Tuesday started off with a promising start, as major equities saw green figures for the first time in nearly a week. But just as investors were given hope that the four day slide would be erased by a relatively strong one, the last hour of trading sent markets back into the red, making for five straight days of losses. The Dow Jones Industrial Average lost 0.16% as the major index is coming dangerously close to losing its grip on the 12,000 mark. The S&P 500 lost just over a point, as it has been trading at its lowest levels seen in months, much to the dismay of many investors. With investors now fearing a summer slowdown, Fed chair Ben Bernanke issued a statement to try and calm markets, citing high gas prices and the Japan crisis as major anchors to our current economic performance, but that he had high hopes for a promising second half of 2011. No mention was made of QE 2, which is set to expire when the month of June come to a close [see also ETF Insider: Weak Dollar Creates Opportunities].

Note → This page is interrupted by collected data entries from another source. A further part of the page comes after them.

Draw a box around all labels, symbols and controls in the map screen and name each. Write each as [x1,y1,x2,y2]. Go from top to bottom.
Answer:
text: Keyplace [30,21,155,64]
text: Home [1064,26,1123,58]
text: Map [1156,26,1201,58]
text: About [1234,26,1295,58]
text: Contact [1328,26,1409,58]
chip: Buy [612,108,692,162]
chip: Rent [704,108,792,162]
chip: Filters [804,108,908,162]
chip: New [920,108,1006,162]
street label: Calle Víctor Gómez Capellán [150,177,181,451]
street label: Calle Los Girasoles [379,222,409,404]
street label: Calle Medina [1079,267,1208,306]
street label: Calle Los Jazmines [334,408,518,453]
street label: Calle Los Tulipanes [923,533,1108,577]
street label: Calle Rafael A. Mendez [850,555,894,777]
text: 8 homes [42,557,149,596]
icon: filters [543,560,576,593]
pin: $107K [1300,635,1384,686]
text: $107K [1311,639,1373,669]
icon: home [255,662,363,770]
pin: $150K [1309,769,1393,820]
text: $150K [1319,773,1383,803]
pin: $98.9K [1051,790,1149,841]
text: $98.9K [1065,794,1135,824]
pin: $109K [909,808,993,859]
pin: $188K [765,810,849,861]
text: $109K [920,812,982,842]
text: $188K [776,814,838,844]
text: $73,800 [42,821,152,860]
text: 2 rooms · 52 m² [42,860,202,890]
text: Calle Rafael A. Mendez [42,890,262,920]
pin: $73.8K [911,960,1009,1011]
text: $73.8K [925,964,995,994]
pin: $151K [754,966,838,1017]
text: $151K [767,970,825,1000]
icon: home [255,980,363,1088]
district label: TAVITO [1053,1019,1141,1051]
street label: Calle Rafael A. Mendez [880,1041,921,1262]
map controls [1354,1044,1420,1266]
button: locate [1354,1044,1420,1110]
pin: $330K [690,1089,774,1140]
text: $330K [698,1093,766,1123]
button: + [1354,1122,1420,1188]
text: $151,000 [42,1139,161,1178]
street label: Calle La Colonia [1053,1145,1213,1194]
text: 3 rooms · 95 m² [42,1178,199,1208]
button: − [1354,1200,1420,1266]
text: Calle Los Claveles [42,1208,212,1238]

One of the biggest winners of the day was the Vanguard European ETF (VGK), which gained 1.1% in trading. European equities have been struggling as of late due to renewed fears of a euro crisis, with Greece in danger of default on its debt. But today finally brought some bright news to the battered sector, as President Obama met with German Chancellor Angela Merkel. Obama urged “European countries and bondholders to prevent a ‘disastrous’ default by Greece and pledged U.S. support to help tackle the country’s debt crisis” write Jeff Mason and Steve Holland. A pledge by the U.S. to support the highly indebted Greece is a strong sign for the future of the nation’s debt, as they are receiving support from all around the world to keep them afloat a while longer, hopefully giving them time to get their economic house in order. According to sources, a second aid package worth anywhere from 80 to 100 billion euros is currently in the works, potentially allowing Greece to avoid default [see more charts of VGK here].
One of the biggest losers today came within our own borders, as the PowerShares DB USD Index Bullish (UUP) lost 0.57% in Tuesday trading. This ETF, which tracks the U.S. greenback against a trade-weighted basket of developed market currencies, has been all over the board lately, as the dollar has been constantly fluctuating based on various data points. Today, the dollar saw downward pressure as a “senior Chinese currency regulator warned about the risks of excessive dollar holdings” striking fear into the markets as the statement further confirms that our largest creditors are becoming skittish about the dollar. The greenback may also have seen pressure from Bernanke’s speech as well thanks to some of its comments regarding easy money policies. While he did not mention any further quantitative easing, he did express the need to keep interest rates low, which is bad news for the strength of the dollar over the medium term [see more on UUP's fact sheet].
Disclosure: No positions at time of writing.